Ce lundi 15 mai 2023 s'ouvre le procès en appel de l'immense affaire Helvet Immo, ces prêts toxiques que la BNP Paribas a vendu à des milliers de Français entre 2008 et 2009. Treize ans après, la banque demande encore des sommes supérieures au montant emprunté.
Léonard Pizzato fait partie des plus de 4.000 Français et Françaises qui ont souscrit un prêt dit "Helvet Immo", proposé par la BNP Paribas entre 2008 et 2009. Un prêt considéré comme toxique et pour lequel la banque a été condamnée en 2020. Le procès en appel s'ouvre ce lundi 15 mai 2023.
Cet habitant d'Obernai, dans le Bas-Rhin, avait emprunté 220.000 euros en décembre 2008. "Depuis que j'ai souscrit ce prêt, je leur verse chaque mois 1.424,68 euros. Je n'ose même pas calculer combien ça fait au total", souffle-t-il. Après une petite multiplication, la calculatrice affiche 222.250 euros, soit plus que le montant emprunté au départ.
Son prêt devrait être donc totalement remboursé. Mais non. Treize ans plus tard, la BNP Paribas demande encore 229.000 euros à Léonard Pizzato. Les prêts Helvet Immo étaient à l'époque alignés sur le franc suisse, une monnaie stable par rapport à l'euro en 2008. Sauf que la crise financière est passée par là et l'euro s'est fortement dévalué par rapport à la monnaie helvétique. Résultat, les clients doivent rembourser le double de ce qu'ils avaient emprunté.

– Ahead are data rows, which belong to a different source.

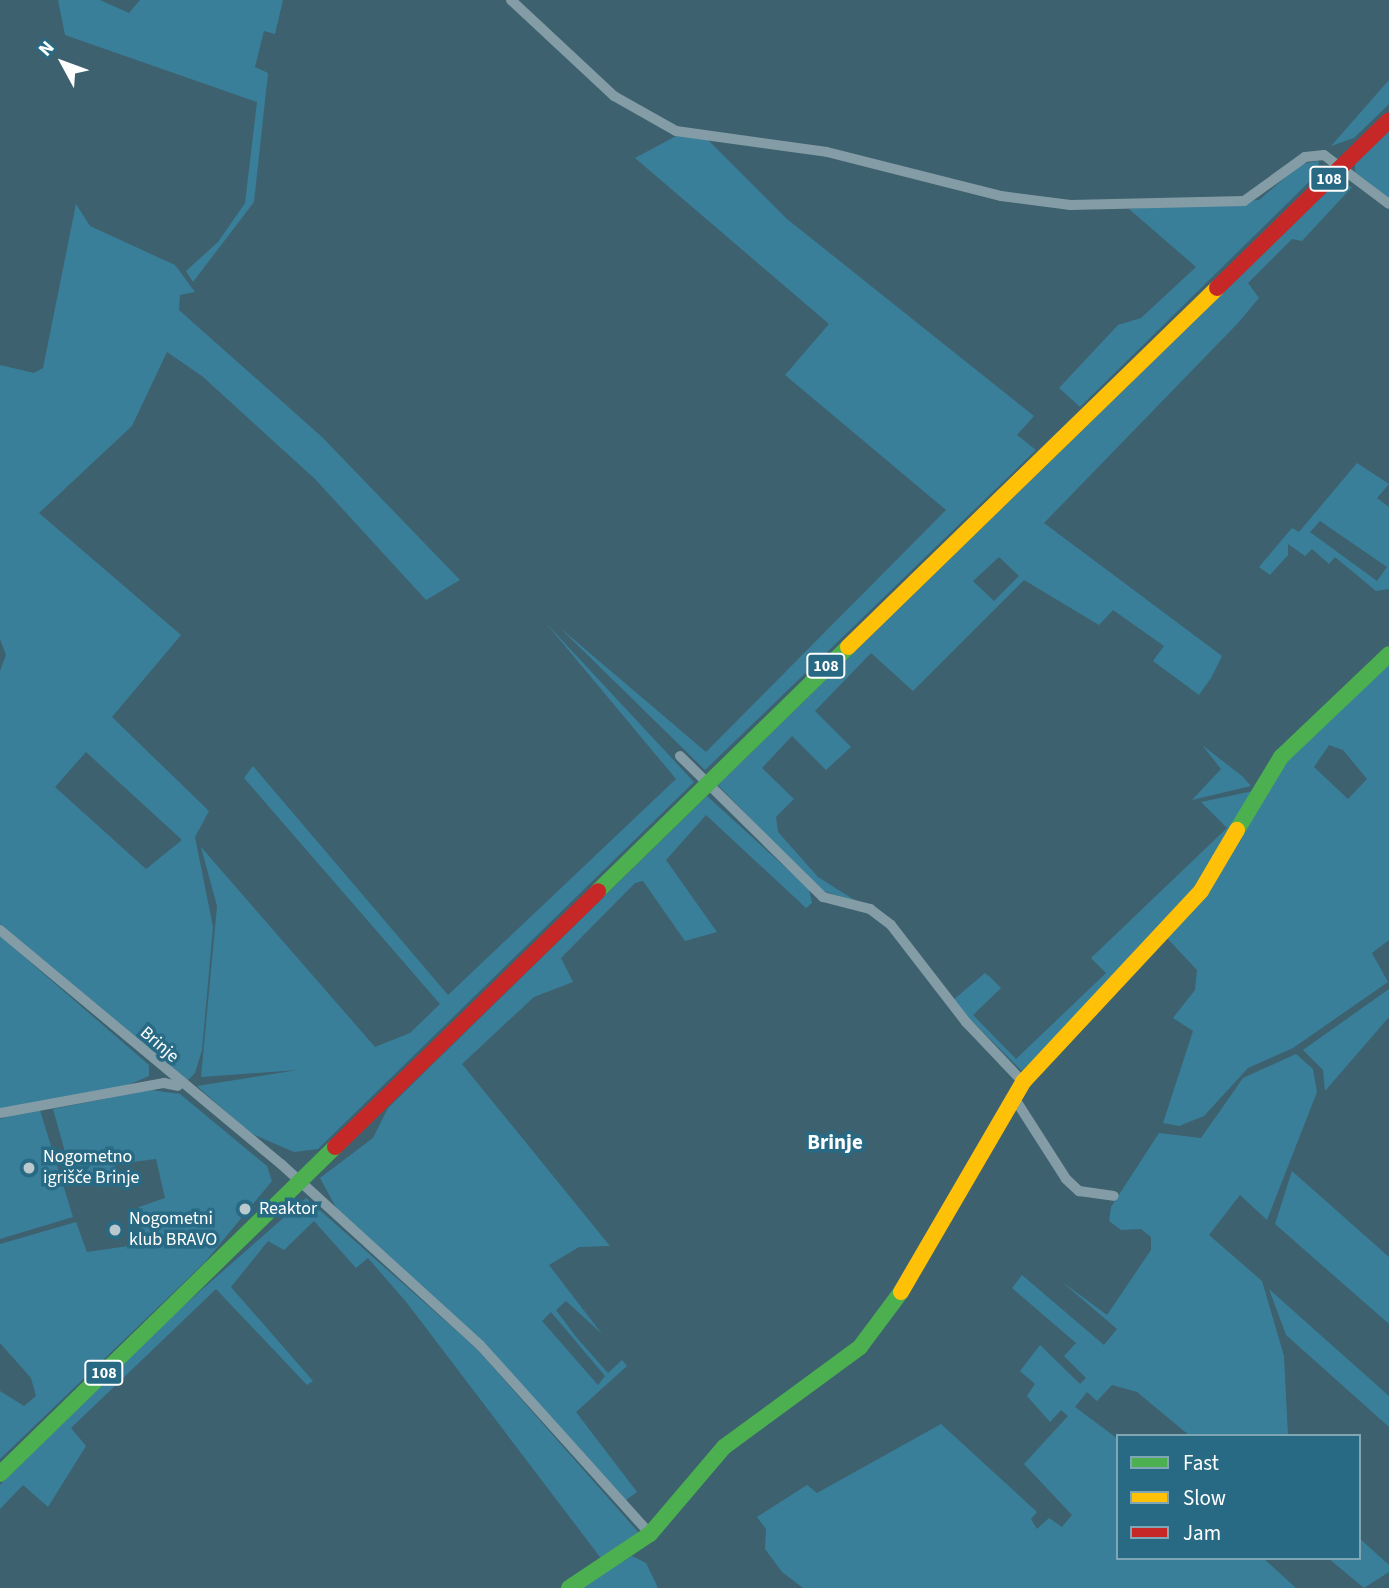 <!DOCTYPE html>
<meta charset="utf-8">
<style>
body{margin:0}
#map{position:relative;width:1389px;height:1588px;overflow:hidden;background:#3d616f;font-family:"Source Sans 3",sans-serif}
div>[style]{position:absolute}
[style*='--x']{left:calc(var(--x)*1px);top:calc(var(--y)*1px);width:calc(var(--w)*1px);rotate:calc(var(--a)*1deg)}
.green>*{inset:0;background:#3a7f99}
.street>*{height:10px;margin:-5px;padding:0 5px;transform-origin:5px;border-radius:5px;background:#839ca5}
.fast>*{height:16px;margin:-8px;padding:0 8px;transform-origin:8px;border-radius:8px;background:#4caf50}
.slow>*{height:16px;margin:-8px;padding:0 8px;transform-origin:8px;border-radius:8px;background:#ffc107}
.jam>*{height:16px;margin:-8px;padding:0 8px;transform-origin:8px;border-radius:8px;background:#c62828}
.dots>*{width:19px;height:19px;translate:-50% -50%;box-sizing:border-box;border:4px solid #286a84;border-radius:50%}
span{translate:-50% -50%;white-space:nowrap;text-align:center;line-height:1.15;-webkit-text-stroke:7px #286a84;paint-order:stroke}
.shield-label span{padding:2px 5px;background:#286a84;border:2px solid;border-radius:5px;-webkit-text-stroke-width:0}
.shield-label{font-size:16px;color:#fff;font-weight:700}
.street-label{font-size:18px;color:#fff}
.poi-label{font-size:18px;color:#fff}
.left{translate:0 -50%;text-align:left}
.quarter-label{font-size:21px;color:#fff;font-weight:700}
.legend{position:absolute;left:1116px;top:1434px;width:245px;height:126px;box-sizing:border-box;background:#286a84;border:2px solid #7ea6b5;margin:0;padding:9px 12px;list-style:none;font-size:21px;color:#fff}
.legend li{display:flex;align-items:center;gap:14px;height:35px}
.legend b{width:35px;border:2px solid #7ea6b5}
.north{position:absolute;left:28px;top:28px;width:70px;height:70px;-webkit-text-stroke:5px #286a84;paint-order:stroke;rotate:311deg;font-size:19px;font-weight:700;line-height:28px;text-align:center;color:#fff}
.north::after{content:'';display:block;margin:auto;width:24px;height:32px;background:#fff;clip-path:polygon(50% 0,100% 100%,50% 72%,0 100%)}
</style>
<div id="map">
<div class="green">
<i style="clip-path:polygon(58px 0,100px 0,129px 13px,140px 0,283px 0,275px 34px,264px 31px,255px 67px,268px 73px,254px 202px,193px 282px,186px 271px,218px 242px,245px 203px,257px 102px,65px 35px)"></i>
<i style="clip-path:polygon(1389px 80px,1389px 104px,1354px 138px,1331px 146px)"></i>
<i style="clip-path:polygon(1389px 131px,1389px 198px,1355px 172px,1355px 164px)"></i>
<i style="clip-path:polygon(678px 135px,707px 139px,787px 219px,1034px 416px,1017px 435px,1036px 450px,705px 770px,559px 627px,706px 752px,946px 510px,785px 375px,829px 324px,635px 158px)"></i>
<i style="clip-path:polygon(1319px 161px,1318px 173px,1080px 407px,1059px 388px,1118px 325px,1141px 318px,1196px 267px,1129px 209px,1259px 200px,1301px 164px)"></i>
<i style="clip-path:polygon(evenodd,1334px 185px,1352px 187px,1302px 241px,1292px 239px,1248px 283px,1259px 298px,1238px 323px,1044px 523px,1222px 656px,1211px 678px,1199px 695px,1153px 661px,1164px 646px,1113px 610px,1099px 625px,1024px 580px,913px 691px,871px 653px,815px 711px,851px 747px,826px 770px,792px 736px,762px 768px,794px 799px,776px 817px,778px 832px,818px 877px,856px 901px,819px 890px,718px 785px,1334px 185px,999px 557px,1019px 576px,994px 601px,973px 581px,999px 557px)"></i>
<i style="clip-path:polygon(evenodd,76px 204px,90px 226px,175px 265px,195px 292px,180px 295px,179px 310px,322px 437px,460px 580px,426px 600px,315px 479px,202px 376px,167px 352px,132px 426px,39px 513px,181px 635px,112px 717px,209px 811px,195px 837px,213px 927px,202px 1050px,195px 1073px,185px 1083px,0 924px,0 671px,6px 655px,0 639px,0 365px,34px 373px,43px 368px,76px 204px,86px 752px,182px 840px,146px 869px,55px 787px,86px 752px)"></i>
<i style="clip-path:polygon(evenodd,1357px 463px,1389px 484px,1377px 498px,1389px 507px,1389px 589px,1376px 591px,1335px 557px,1329px 564px,1312px 549px,1305px 556px,1288px 544px,1288px 555px,1270px 575px,1259px 567px,1292px 528px,1299px 532px,1357px 463px,1320px 521px,1387px 567px,1377px 581px,1310px 532px,1320px 521px)"></i>
<i style="clip-path:polygon(545px 622px,694px 782px,318px 1149px,294px 1152px,250px 1133px,197px 1086px,298px 1070px,201px 1077px,217px 906px,201px 847px,375px 1047px,410px 1033px,440px 1004px,244px 778px,253px 766px,448px 995px,676px 779px)"></i>
<i style="clip-path:polygon(evenodd,1389px 662px,1389px 940px,1372px 953px,1388px 982px,1293px 1048px,1248px 1068px,1204px 1116px,1179px 1126px,1163px 1123px,1193px 1031px,1173px 1018px,1195px 990px,1197px 970px,1167px 938px,1286px 761px,1389px 662px,1329px 745px,1343px 750px,1367px 779px,1348px 799px,1314px 767px,1329px 745px)"></i>
<i style="clip-path:polygon(1202px 745px,1242px 776px,1251px 786px,1192px 800px,1221px 769px)"></i>
<i style="clip-path:polygon(1253px 791px,1179px 911px,1022px 1071px,952px 1001px,985px 973px,990px 977px,1001px 988px,973px 1015px,1016px 1059px,1106px 973px,1091px 958px,1227px 828px,1201px 802px)"></i>
<i style="clip-path:polygon(evenodd,707px 796px,809px 889px,812px 903px,806px 908px,706px 815px,666px 860px,717px 932px,685px 941px,643px 881px,635px 883px,561px 958px,573px 982px,534px 997px,462px 1064px,610px 1246px,579px 1247px,549px 1265px,602px 1334px,566px 1301px,556px 1310px,577px 1338px,608px 1373px,622px 1360px,627px 1366px,576px 1412px,637px 1492px,626px 1500px,484px 1344px,339px 1213px,320px 1178px,373px 1138px,388px 1108px,707px 796px,551px 1312px,605px 1376px,598px 1385px,542px 1321px,551px 1312px)"></i>
<i style="clip-path:polygon(0 936px,149px 1065px,149px 1076px,121px 1088px,0 1109px)"></i>
<i style="clip-path:polygon(1389px 989px,1389px 1017px,1325px 1091px,1323px 1070px,1303px 1050px)"></i>
<i style="clip-path:polygon(1296px 1054px,1313px 1069px,1317px 1092px,1267px 1220px,1240px 1195px,1209px 1235px,1262px 1281px,1284px 1356px,1288px 1436px,1190px 1436px,1137px 1392px,1112px 1385px,1097px 1401px,1087px 1392px,1075px 1407px,1118px 1439px,1118px 1558px,1263px 1558px,1296px 1588px,803px 1588px,782px 1572px,765px 1549px,766px 1529px,757px 1517px,807px 1485px,817px 1493px,941px 1424px,1037px 1512px,1031px 1519px,1037px 1529px,1049px 1518px,1062px 1527px,1072px 1515px,1024px 1464px,1068px 1416px,1061px 1410px,1050px 1422px,1027px 1396px,1035px 1384px,1020px 1371px,1040px 1345px,1080px 1384px,1086px 1378px,1064px 1356px,1076px 1343px,1012px 1288px,1022px 1275px,1104px 1345px,1117px 1329px,1061px 1281px,1107px 1315px,1151px 1250px,1151px 1237px,1141px 1229px,1121px 1230px,1109px 1221px,1111px 1207px,1159px 1133px,1201px 1138px,1243px 1078px)"></i>
<i style="clip-path:polygon(151px 1090px,180px 1094px,267px 1166px,272px 1181px,205px 1262px,0 1459px,0 1391px,24px 1406px,36px 1396px,31px 1378px,0 1343px,0 1244px,76px 1222px,87px 1252px,142px 1244px,139px 1207px,165px 1198px,156px 1159px,125px 1163px,122px 1156px,114px 1162px,118px 1175px,85px 1183px,72px 1177px,53px 1109px)"></i>
<i style="clip-path:polygon(39px 1107px,73px 1217px,0 1239px,0 1119px)"></i>
<i style="clip-path:polygon(1292px 1171px,1389px 1257px,1389px 1324px,1275px 1224px)"></i>
<i style="clip-path:polygon(306px 1198px,476px 1348px,639px 1533px,603px 1561px,407px 1303px,368px 1258px,356px 1268px,314px 1221px,284px 1250px,268px 1241px,231px 1287px,313px 1381px,307px 1385px,216px 1289px,71px 1428px,86px 1446px,48px 1507px,23px 1485px,0 1509px,0 1485px,173px 1315px)"></i>
<i style="clip-path:polygon(1269px 1289px,1389px 1396px,1389px 1427px,1286px 1335px)"></i>
<i style="clip-path:polygon(1359px 1538px,1389px 1565px,1389px 1572px,1364px 1588px,1328px 1558px,1359px 1558px)"></i>
<i style="clip-path:polygon(632px 1556px,646px 1563px,658px 1588px,578px 1588px)"></i>
</div>
<div class="street">
<i style="--x:511;--y:0;--w:141;--a:43"></i>
<i style="--x:614;--y:96;--w:71;--a:29.4"></i>
<i style="--x:676;--y:131;--w:152;--a:7.9"></i>
<i style="--x:827;--y:152;--w:179;--a:14.2"></i>
<i style="--x:1001;--y:196;--w:70;--a:7.4"></i>
<i style="--x:1070;--y:205;--w:174;--a:-1.3"></i>
<i style="--x:1244;--y:201;--w:75;--a:-35.8"></i>
<i style="--x:1305;--y:157;--w:19;--a:-6"></i>
<i style="--x:1324;--y:155;--w:81;--a:37"></i>
<i style="--x:680;--y:756;--w:201;--a:44.6"></i>
<i style="--x:823;--y:897;--w:49;--a:14.3"></i>
<i style="--x:870;--y:909;--w:26;--a:37"></i>
<i style="--x:891;--y:925;--w:123;--a:52.3"></i>
<i style="--x:966;--y:1022;--w:83;--a:46.5"></i>
<i style="--x:0;--y:930;--w:366;--a:39.8"></i>
<i style="--x:281;--y:1164;--w:269;--a:42.3"></i>
<i style="--x:480;--y:1345;--w:254;--a:48"></i>
<i style="--x:1013;--y:1096;--w:98;--a:57.4"></i>
<i style="--x:1066;--y:1179;--w:18;--a:43"></i>
<i style="--x:1079;--y:1191;--w:35;--a:8"></i>
<i style="--x:0;--y:1113;--w:167;--a:-10.4"></i>
<i style="--x:164;--y:1083;--w:14;--a:12"></i>
</div>
<div class="fast">
<i style="--x:1237;--y:830;--w:85;--a:-58.9"></i>
<i style="--x:1281;--y:757;--w:149;--a:-43.6"></i>
<i style="--x:598;--y:891;--w:349;--a:-44.3"></i>
<i style="--x:0;--y:1474;--w:468;--a:-44.3"></i>
<i style="--x:569;--y:1588;--w:97;--a:-33.7"></i>
<i style="--x:650;--y:1534;--w:114;--a:-49.6"></i>
<i style="--x:724;--y:1447;--w:169;--a:-36.3"></i>
<i style="--x:860;--y:1347;--w:69;--a:-53.3"></i>
</div>
<div class="slow">
<i style="--x:848;--y:647;--w:515;--a:-44.21"></i>
<i style="--x:901;--y:1292;--w:243;--a:-59.8"></i>
<i style="--x:1023;--y:1082;--w:261;--a:-47"></i>
<i style="--x:1201;--y:891;--w:71;--a:-59.5"></i>
</div>
<div class="jam">
<i style="--x:1217;--y:288;--w:240;--a:-44.3"></i>
<i style="--x:335;--y:1147;--w:367;--a:-44.2"></i>
</div>
<div class="dots">
<i style="left:29px;top:1168px;background:#bbc8cd"></i>
<i style="left:245px;top:1209px;background:#bbc8cd"></i>
<i style="left:115px;top:1230px;background:#bbc8cd"></i>
</div>
<div class="shield-label">
<span style="left:1329px;top:179px">108</span>
<span style="left:826px;top:666px">108</span>
<span style="left:104px;top:1373px">108</span>
</div>
<div class="street-label">
<span style="left:159px;top:1045px;rotate:41deg">Brinje</span>
</div>
<div class="poi-label">
<span class="left" style="left:43px;top:1168px">Nogometno<br>igrišče Brinje</span>
<span class="left" style="left:259px;top:1209px">Reaktor</span>
<span class="left" style="left:129px;top:1230px">Nogometni<br>klub BRAVO</span>
</div>
<div class="quarter-label">
<span style="left:835px;top:1142px">Brinje</span>
</div>
<ul class="legend">
<li><b style="height:9px;background:#4caf50"></b>Fast</li>
<li><b style="height:9px;background:#ffc107"></b>Slow</li>
<li><b style="height:9px;background:#c62828"></b>Jam</li>
</ul>
<div class="north">N</div>
</div>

On ne nous a pas prévenus du potentiel risque.
Léonard Pizzato
"C'est un conseiller en patrimoine qui m'a vendu ce prêt. Avec ma femme, il nous l'a vendu comme un taux fixe. Le projet était sympa, je comptais utiliser cet argent pour louer une résidence secondaire dans le Vaucluse. Mais on ne nous a pas prévenus du potentiel risque, comme la banque doit le faire au moment de proposer un prêt", continue Léonard Pizzato.
Des centaines de clients lésés
Dans les mois qui suivent, le taux de change s'envole au profit du franc suisse. "Je ne suis pas féru en économie. Mais quand en 2010, je vois qu'on me demande de rembourser une somme supérieure à ce que j'ai emprunté, je comprends vite qu'il y a quelque chose qui cloche."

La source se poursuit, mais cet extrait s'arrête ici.